Pat Savage-Williams, an Evanston Township High School Board vice president and co-facilitator of the session, spoke about identifying one’s state of mind before embarking on a conversation about race. Savage-Williams, who was one of the original facilitators of the first series of the program with Heineman, said it was important to have “courageous conversations” about racial issues.

“I just hope people in the Evanston/Skokie area start having conversations about race, across racial groups,” Savage-Williams said. “I think the way to not be afraid of those conversations is to practice them.”

The first session on Tuesday, which was meant to set a foundation for communicating with people from different backgrounds, was attended by a diverse group with many people who were new to conversations about race, Heineman said.

Peace Udechukwu, an attendee who is part of a diversity team at Thresholds, a Chicago organization which provides healthcare and housing for people with mental illness, said she was attending two of the training sessions to help build a curriculum around racial issues at the organization.

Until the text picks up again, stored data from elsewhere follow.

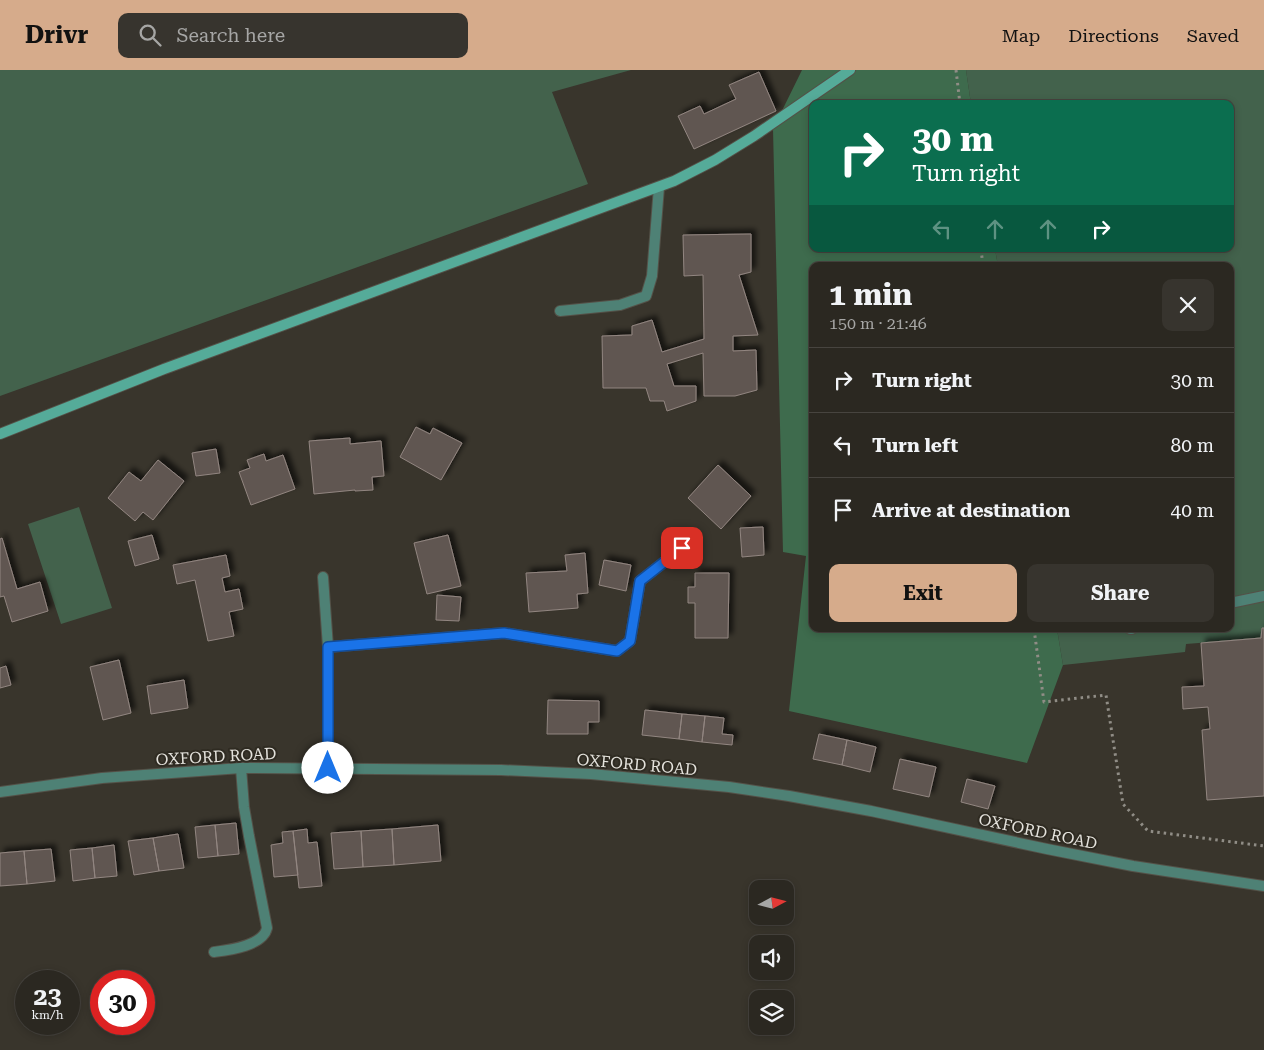 <!DOCTYPE html>
<meta charset="utf-8">
<style>
body{margin:0;font-family:"Roboto Serif",serif;background:#37342e;color:#f1f3f6;height:100vh;display:flex;flex-direction:column;font-size:19px;white-space:nowrap}
*{box-sizing:border-box;margin:0}
p{font-size:16px;color:#a6a6a5}
.icon{flex:none;width:28px;height:28px;fill:none;stroke:currentColor;stroke-width:2;stroke-linecap:round;stroke-linejoin:round}
.map{position:relative;flex:1;overflow:hidden}
.drawer{position:absolute;left:809px;top:192px;width:425px;height:370px;display:flex;flex-direction:column;background:#2b2821;border-radius:10px;box-shadow:0 2px 8px #0003,0 0 0 1px #47443f}
.drawer>*{flex:none}
.guide{position:absolute;left:809px;top:30px;width:425px;height:152px;border-radius:10px;box-shadow:0 2px 8px #0003,0 0 0 1px #47443f;background:#0b6e4f;color:#fff;overflow:hidden}
.needle{width:32px;rotate:83deg}
.fabs{position:absolute;left:749px;top:810px;display:grid;gap:10px}
.fabs a{display:grid;place-items:center;width:45px;height:45px;border-radius:10px;background:#2b2821;box-shadow:0 2px 8px #0003,0 0 0 1px #47443f;font-size:25px}
.speed{position:absolute;left:15px;top:900px;display:flex;gap:10px;font-size:25px;font-weight:700;text-align:center}
.speed>*{display:grid;place-content:center;width:65px;height:65px;border-radius:50%;background:#2b2821;box-shadow:0 2px 8px #0003,0 0 0 1px #47443f;line-height:1}
.speed small{font-size:12px;font-weight:400}
.speed .limit{border:8px solid #d22;background:#fff;color:#111}
.pin{position:absolute;display:grid;place-items:center;width:42px;height:42px;color:#fff;margin:-21px;border-radius:10px;box-shadow:0 2px 8px #0006}
.me{position:absolute;width:55px;margin:-28px;rotate:0deg;stroke-linejoin:round;filter:drop-shadow(0 0 4px #0008)}
.turn{display:flex;align-items:center;gap:18px;height:105px;padding:0 20px;font-size:22px}
.turn .icon{width:65px;height:65px;stroke-width:2.5}
.turn b{display:block;font-size:35px;line-height:42px}
.lanes{display:flex;align-items:center;height:48px;padding:0 20px;background:#0003;justify-content:center;gap:25px;direction:ltr}
.lanes .off{opacity:.35}
.round{display:grid;place-items:center;flex:none;width:52px;height:52px;border-radius:10px;background:#37342e}
.headline{display:flex;align-items:center;justify-content:space-between;height:85px;padding:0 20px}
h1{font-size:30px;font-weight:700;line-height:38px}
.button{display:flex;gap:10px;margin-top:auto;padding:10px 20px}
.button a{flex:1;height:58px;border-radius:10px;background:#d6ab8b;color:#111;font-size:20px;font-weight:700;line-height:58px;text-align:center}
.button a+a{background:#37342e;color:#f1f3f6}
ul{padding:0;list-style:none}
li{display:flex;align-items:center;gap:15px;height:65px;padding:0 20px;border-top:1px solid #47443f}
li div{flex:1}
li b{display:block;font-size:19px}
li em{font-style:normal}
header{display:flex;align-items:center;gap:30px;box-sizing:border-box;height:70px;padding:0 25px;background:#d6ab8b;color:#111}
header strong{font-size:24px}
nav{display:flex;gap:28px;margin-inline-start:auto;font-size:18px}
.search{width:350px;height:45px;background:#37342e;display:flex;align-items:center;gap:12px;box-sizing:border-box;padding:0 18px;border-radius:10px;color:#a6a6a5;font-size:19px}
.map>svg:first-child{display:block}
.green{fill:#43624c}
.forest{fill:#3e6b4d}
.building{fill:#615651;stroke:#928681;filter:url(#shadow)}
.lines{fill:none;stroke-linecap:round;stroke-linejoin:round}
.service-casing{stroke:#545148;stroke-width:12}
.minor-casing{stroke:#545148;stroke-width:12}
.tertiary-casing{stroke:#545148;stroke-width:12}
.secondary-casing{stroke:#545148;stroke-width:12}
.path{stroke:#908d86;stroke-width:3;stroke-dasharray:2.5 4;stroke-linecap:butt}
.service{stroke:#4e8175;stroke-width:10}
.minor{stroke:#4e8175;stroke-width:10}
.tertiary{stroke:#4e8175;stroke-width:10}
.secondary{stroke:#55ab99;stroke-width:10}
.route-casing{stroke:#114b97;stroke-width:12}
.route{stroke:#1a73e8;stroke-width:9}
.labels{text-anchor:middle;stroke-width:4;stroke-linejoin:round;paint-order:stroke}
.street-label{font-size:16px;fill:#e4e2dc;stroke:#2f2b22}
</style>
<header>
<strong>Drivr</strong>
<div class="search"><svg class="icon" aria-label="search" viewBox="0 0 24 24"><circle cx="10" cy="10" r="6"/><path d="M15 15l6 6"/></svg>Search here</div>
<nav><a>Map</a><a>Directions</a><a>Saved</a></nav>
</header>
<div class="map">
<svg width="1264" height="980" viewBox="0 0 1264 980">
<defs>
<filter id="shadow"><feDropShadow dx="4.5" dy="-4.5" stdDeviation="2.5" flood-color="#0009"/></filter>
</defs>
<rect width="100%" height="100%" fill="#39352c"/>
<path class="green" d="M0,0H631L552,22L588,114L0,326Z
M966,0H1264V558L1262,559L1261,568L1186,574L1185,582L1063,595L1057,559H1230V196H998L995,179H1230V34H971Z
M79,437L112,538L61,554L28,454Z"/>
<path class="forest" d="M802,0H966L971,34H812V179H995L998,196H812V559H1057L1063,595L1027,693L789,641L806,486L783,482L773,59Z"/>
<path class="building" d="M759,2L776,41L694,79L678,46L700,36L704,44L736,29L729,15Z
M751,164V202L739,205L758,265L733,266V281L756,280L757,320L735,326H704L703,283L667,294L674,316H696V331L667,341L664,331H650L646,318H603L602,266L632,265V256L652,250L662,282L704,269L703,205L684,206L683,165Z
M416,357L430,364L433,358L462,373L441,410L400,387Z
M350,368V374L381,371L384,406L372,407L373,420L355,421V420L314,424L309,371Z
M216,379L220,403L196,406L192,383Z
M264,384L266,391L283,385L295,419L251,435L239,402L250,398L247,390Z
M158,390L184,411L153,450L143,442L135,451L108,428L129,402L141,411Z
M718,395L751,426L721,459L688,428Z
M763,457L764,485L742,487L740,458Z
M152,465L159,489L135,496L128,471Z
M448,465L461,516L427,524L414,473Z
M2,468L17,519L40,512L48,541L12,552L4,526L0,527V469Z
M585,483L588,523L577,524L578,538L529,542L526,503L567,501L565,485Z
M226,485L230,506L222,508L225,522L239,519L243,539L229,542L234,566L208,571L195,510L177,514L173,495Z
M604,490L631,495L626,521L599,515Z
M695,503H729L728,568H695V533H688V517H695Z
M437,525L461,527L459,551L436,550Z
M1262,558H1264V726L1207,730L1202,660L1210,659L1208,637L1183,639L1182,617L1204,616L1201,573L1261,568Z
M119,590L131,643L103,650L90,597Z
M6,596L11,615L0,618V598Z
M184,610L188,638L151,644L147,616Z
M548,630L599,631V652H588V664H547Z
M645,640L682,644L679,669L642,665Z
M682,644L705,646L702,672L679,669Z
M705,646L724,648L722,664L733,665L732,675L702,672Z
M819,664L847,670L842,695L813,689Z
M847,670L876,677L870,702L842,695Z
M900,689L936,697L929,727L893,719Z
M967,709L995,716L988,739L961,732Z
M236,753L239,784L218,786L215,755Z
M215,755L218,786L198,788L195,757Z
M438,755L441,791L394,795L392,759Z
M307,759L308,773L317,772L322,816L299,818L293,761Z
M392,759L394,795L363,797L361,761Z
M293,761L298,805L274,807L271,775L283,773L282,762Z
M361,761L363,797L334,799L331,763Z
M178,764L184,798L159,801L153,768Z
M153,768L159,801L134,805L128,771Z
M114,775L117,806L95,808L92,778Z
M92,778L95,808L73,811L70,780Z
M51,779L55,811L27,814L24,781Z
M24,781L27,814L0,816V783Z"/>
<g class="lines">
<defs>
<path id="service" d="M560,241L620,235L646,226L652,206L659,117
M1230,533L1264,526
M1130,559H1132
M328,577L504,563L617,581L630,571L640,511L682,478
M214,882C229,880 263,876 267,858L249,766L244,737L241,698"/>
<path id="minor" d="M323,507L328,577V698"/>
<path id="tertiary" d="M0,722L102,708L241,698L501,700L591,704L729,717L789,726L871,741L1047,779L1133,796L1264,816"/>
<path id="secondary" d="M0,364L164,299L674,111L715,90L754,66L850,0"/>
</defs>
<use href="#service" class="service-casing"/>
<use href="#minor" class="minor-casing"/>
<use href="#tertiary" class="tertiary-casing"/>
<use href="#secondary" class="secondary-casing"/>
<path class="path" d="M956,0L960,34
M981,179L983,196
M1034,559L1044,632L1106,625L1123,734L1148,761L1264,776"/>
<use href="#service" class="service"/>
<use href="#minor" class="minor"/>
<use href="#tertiary" class="tertiary"/>
<use href="#secondary" class="secondary"/>
</g>
<g class="lines">
<defs>
<path id="route" d="M328,698V577L504,563L617,581L630,571L640,511L682,478"/>
</defs>
<use href="#route" class="route-casing"/>
<use href="#route" class="route"/>
</g>
<g class="labels">
<g class="street-label">
<text transform="translate(216 686) rotate(-3)" y="6">OXFORD ROAD</text>
<text transform="translate(637 694) rotate(5)" y="6">OXFORD ROAD</text>
<text transform="translate(1038 761) rotate(12)" y="6">OXFORD ROAD</text>
</g>
</g>
</svg>
<div class="fabs">
<a><svg class="needle" viewBox="-14 -14 28 28"><path d="M0-13l5 13h-10z" fill="#e53935"/><path d="M0 13l5-13h-10z" fill="#a6a6a5"/></svg></a>
<a><svg class="icon" aria-label="sound" viewBox="0 0 24 24"><path d="M4 9h4l5-4v14l-5-4H4zM17 9q2 3 0 6"/></svg></a>
<a><svg class="icon" aria-label="layers" viewBox="0 0 24 24"><path d="M12 4l9 5-9 5-9-5zM3 14l9 5 9-5"/></svg></a>
</div>
<div class="speed"><div>23<small>km/h</small></div><div class="limit">30</div></div>
<div class="pin" style="left:682px;top:478px;background:#d93025"><svg class="icon" aria-label="arrive" viewBox="0 0 24 24"><path d="M6 21V4h12l-3 4 3 4H6"/></svg></div>
<svg class="me" style="left:328px;top:698px" viewBox="-20 -20 40 40"><circle r="19" fill="#fff"/><path d="M0-13L10 11 0 6-10 11z" fill="#1a73e8"/></svg>
<div class="guide">
<div class="turn"><svg class="icon" aria-label="right" viewBox="0 0 24 24"><path d="M7 20v-9h11M14 6l5 5-5 5"/></svg><div><b>30 m</b>Turn right</div></div>
<div class="lanes"><svg class="icon off" aria-label="left" viewBox="0 0 24 24"><path d="M17 20v-9H6M10 6l-5 5 5 5"/></svg><svg class="icon off" aria-label="ahead" viewBox="0 0 24 24"><path d="M12 20V5M6 11l6-6 6 6"/></svg><svg class="icon off" aria-label="ahead" viewBox="0 0 24 24"><path d="M12 20V5M6 11l6-6 6 6"/></svg><svg class="icon" aria-label="right" viewBox="0 0 24 24"><path d="M7 20v-9h11M14 6l5 5-5 5"/></svg></div>
</div>
<section class="drawer">
<div class="headline"><div><h1>1 min</h1><p>150 m · 21:46</p></div><a class="round"><svg class="icon" aria-label="close" viewBox="0 0 24 24"><path d="M6 6l12 12M18 6L6 18"/></svg></a></div>
<ul>
<li><svg class="icon" aria-label="right" viewBox="0 0 24 24"><path d="M7 20v-9h11M14 6l5 5-5 5"/></svg><div><b>Turn right</b></div><em>30 m</em></li>
<li><svg class="icon" aria-label="left" viewBox="0 0 24 24"><path d="M17 20v-9H6M10 6l-5 5 5 5"/></svg><div><b>Turn left</b></div><em>80 m</em></li>
<li><svg class="icon" aria-label="arrive" viewBox="0 0 24 24"><path d="M6 21V4h12l-3 4 3 4H6"/></svg><div><b>Arrive at destination</b></div><em>40 m</em></li>
</ul>
<div class="button"><a>Exit</a><a>Share</a></div>
</section>
</div>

Udechukwu said she was most moved by the discussion of systemic and structural issues embedded in the U.S., she said.

“It’s something I’m passionate about and wanting to get a deeper knowledge about to open up the conversation and the dialogue wherever I’m at with anybody,” she said. “Yes, it’s a difficult conversation to have, but at the same time it needs to be had.”

The Feb. 24 session will focus on privilege and internalized racism, and participants in the last session on Feb. 26 will discuss how to reach racial equity. Each session costs $30 or $100 for all four.